An army of Parademons turns up in Websterville and one in particular has an interest in Azrael's soul. Azrael would have to fight the parademon for a soul he may or may not have, this did not agree with Azrael and he chose to run. While evading the Pardemon Azrael helps a young boy called Willie Ronton and in doing so persuades the Parademon that he doesn't want Azrael's soul.
A well written single issue story. Denny managed to pen some strong character moments in an otherwise action and humour oriented story. Azrael's best moments always seem to be generated by the homeless people he meets. In this issue he prevents another shoe theft, an in joke for those who have read Azrael #1. Slapstick humour also plays a part in this issue the Parademon spoke in an amusing manner and a tunnel provides at least two laughs. The ending was somewhat reminiscent of casablanca, a touch of "This looks like the start of a beatiful friendship." Guess what, this story had a moral too!

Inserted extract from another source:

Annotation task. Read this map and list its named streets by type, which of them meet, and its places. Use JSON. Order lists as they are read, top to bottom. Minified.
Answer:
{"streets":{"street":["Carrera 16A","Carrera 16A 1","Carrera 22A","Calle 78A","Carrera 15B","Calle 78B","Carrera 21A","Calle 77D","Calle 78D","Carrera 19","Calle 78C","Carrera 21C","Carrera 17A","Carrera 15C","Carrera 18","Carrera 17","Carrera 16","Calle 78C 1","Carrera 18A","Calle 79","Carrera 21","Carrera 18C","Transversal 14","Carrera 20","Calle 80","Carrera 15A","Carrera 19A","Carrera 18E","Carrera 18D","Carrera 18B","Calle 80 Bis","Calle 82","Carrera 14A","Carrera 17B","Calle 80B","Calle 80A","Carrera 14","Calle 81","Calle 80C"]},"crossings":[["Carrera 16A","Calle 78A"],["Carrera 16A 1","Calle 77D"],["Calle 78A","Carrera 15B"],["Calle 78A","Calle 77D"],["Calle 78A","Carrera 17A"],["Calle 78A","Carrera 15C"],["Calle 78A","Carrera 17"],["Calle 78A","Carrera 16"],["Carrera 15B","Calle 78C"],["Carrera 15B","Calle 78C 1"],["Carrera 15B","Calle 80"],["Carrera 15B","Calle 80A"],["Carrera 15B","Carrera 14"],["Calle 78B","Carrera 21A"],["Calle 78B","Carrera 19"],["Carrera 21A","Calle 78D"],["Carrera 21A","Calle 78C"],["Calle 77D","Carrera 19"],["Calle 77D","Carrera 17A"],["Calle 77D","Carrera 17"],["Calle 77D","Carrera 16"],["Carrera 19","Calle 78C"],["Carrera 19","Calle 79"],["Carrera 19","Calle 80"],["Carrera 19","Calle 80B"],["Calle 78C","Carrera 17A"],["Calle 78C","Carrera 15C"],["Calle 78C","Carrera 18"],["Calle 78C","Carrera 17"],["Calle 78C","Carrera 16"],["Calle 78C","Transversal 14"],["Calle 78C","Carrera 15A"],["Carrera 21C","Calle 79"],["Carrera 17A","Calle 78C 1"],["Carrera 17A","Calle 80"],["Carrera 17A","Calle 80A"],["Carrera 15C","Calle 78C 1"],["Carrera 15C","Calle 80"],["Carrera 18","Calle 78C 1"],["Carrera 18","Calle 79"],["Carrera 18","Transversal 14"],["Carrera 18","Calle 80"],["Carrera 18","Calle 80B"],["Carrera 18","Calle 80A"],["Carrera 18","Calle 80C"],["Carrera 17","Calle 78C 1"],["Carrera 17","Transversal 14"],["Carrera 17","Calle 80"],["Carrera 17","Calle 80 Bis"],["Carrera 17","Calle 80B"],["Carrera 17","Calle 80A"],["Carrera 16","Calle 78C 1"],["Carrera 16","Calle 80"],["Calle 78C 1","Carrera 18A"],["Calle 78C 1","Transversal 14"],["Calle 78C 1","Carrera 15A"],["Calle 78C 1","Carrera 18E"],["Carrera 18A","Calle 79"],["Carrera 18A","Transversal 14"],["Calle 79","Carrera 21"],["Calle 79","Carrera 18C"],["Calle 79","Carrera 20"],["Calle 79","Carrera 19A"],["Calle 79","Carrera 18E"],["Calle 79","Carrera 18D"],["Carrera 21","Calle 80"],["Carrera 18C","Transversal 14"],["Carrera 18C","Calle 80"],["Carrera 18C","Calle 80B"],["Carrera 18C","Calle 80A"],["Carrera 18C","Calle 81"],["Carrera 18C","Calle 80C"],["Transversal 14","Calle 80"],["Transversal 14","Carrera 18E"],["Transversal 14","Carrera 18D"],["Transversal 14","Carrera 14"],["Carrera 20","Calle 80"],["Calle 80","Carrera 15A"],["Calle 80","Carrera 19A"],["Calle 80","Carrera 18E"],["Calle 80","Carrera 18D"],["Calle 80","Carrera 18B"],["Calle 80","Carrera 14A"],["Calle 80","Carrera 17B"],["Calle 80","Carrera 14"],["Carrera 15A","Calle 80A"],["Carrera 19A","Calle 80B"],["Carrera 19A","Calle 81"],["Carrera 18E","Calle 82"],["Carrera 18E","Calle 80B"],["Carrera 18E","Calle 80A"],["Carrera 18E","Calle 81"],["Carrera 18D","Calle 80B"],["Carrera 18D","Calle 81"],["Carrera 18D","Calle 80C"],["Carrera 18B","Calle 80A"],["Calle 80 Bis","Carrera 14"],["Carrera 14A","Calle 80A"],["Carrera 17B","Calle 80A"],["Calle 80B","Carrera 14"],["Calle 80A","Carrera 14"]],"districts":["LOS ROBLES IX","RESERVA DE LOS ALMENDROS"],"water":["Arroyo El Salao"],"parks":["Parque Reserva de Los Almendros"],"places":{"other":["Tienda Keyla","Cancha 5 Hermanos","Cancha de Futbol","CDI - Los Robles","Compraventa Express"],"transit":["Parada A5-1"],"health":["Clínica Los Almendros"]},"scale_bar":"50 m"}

I like this story, I like it a lot. Vince Giarrano, no newcomer to Azrael having previously pencilled Azrael plus the Question, provided a dynamic Azrael and a very youthful Jean-Paul remniniscent of Joe Quesada's work on Azrael/Ash but not in the same style. James Pascoe retained the inking syle he adopted for working with Roger Robinson and the result was an interesting mix of light open art with strongly defined shadow, a perfect mix for the story which took a lighthearted look at some pretty nasty stuff. The jokes were the part I probably appreciated most after a couple of stoies of varying quality that had very little in the way of humour compared to Brian's own brand. I couldn't find any thing to really criticise except that Azrael seemed to know what the Parademons were, even using the word demon before he met Glinda. While missing any interaction with his main supporting cast the conversations with the Websterville characters were eqaully illuminatingmaking this a much better issue than the prevous four, barring Azrael #33.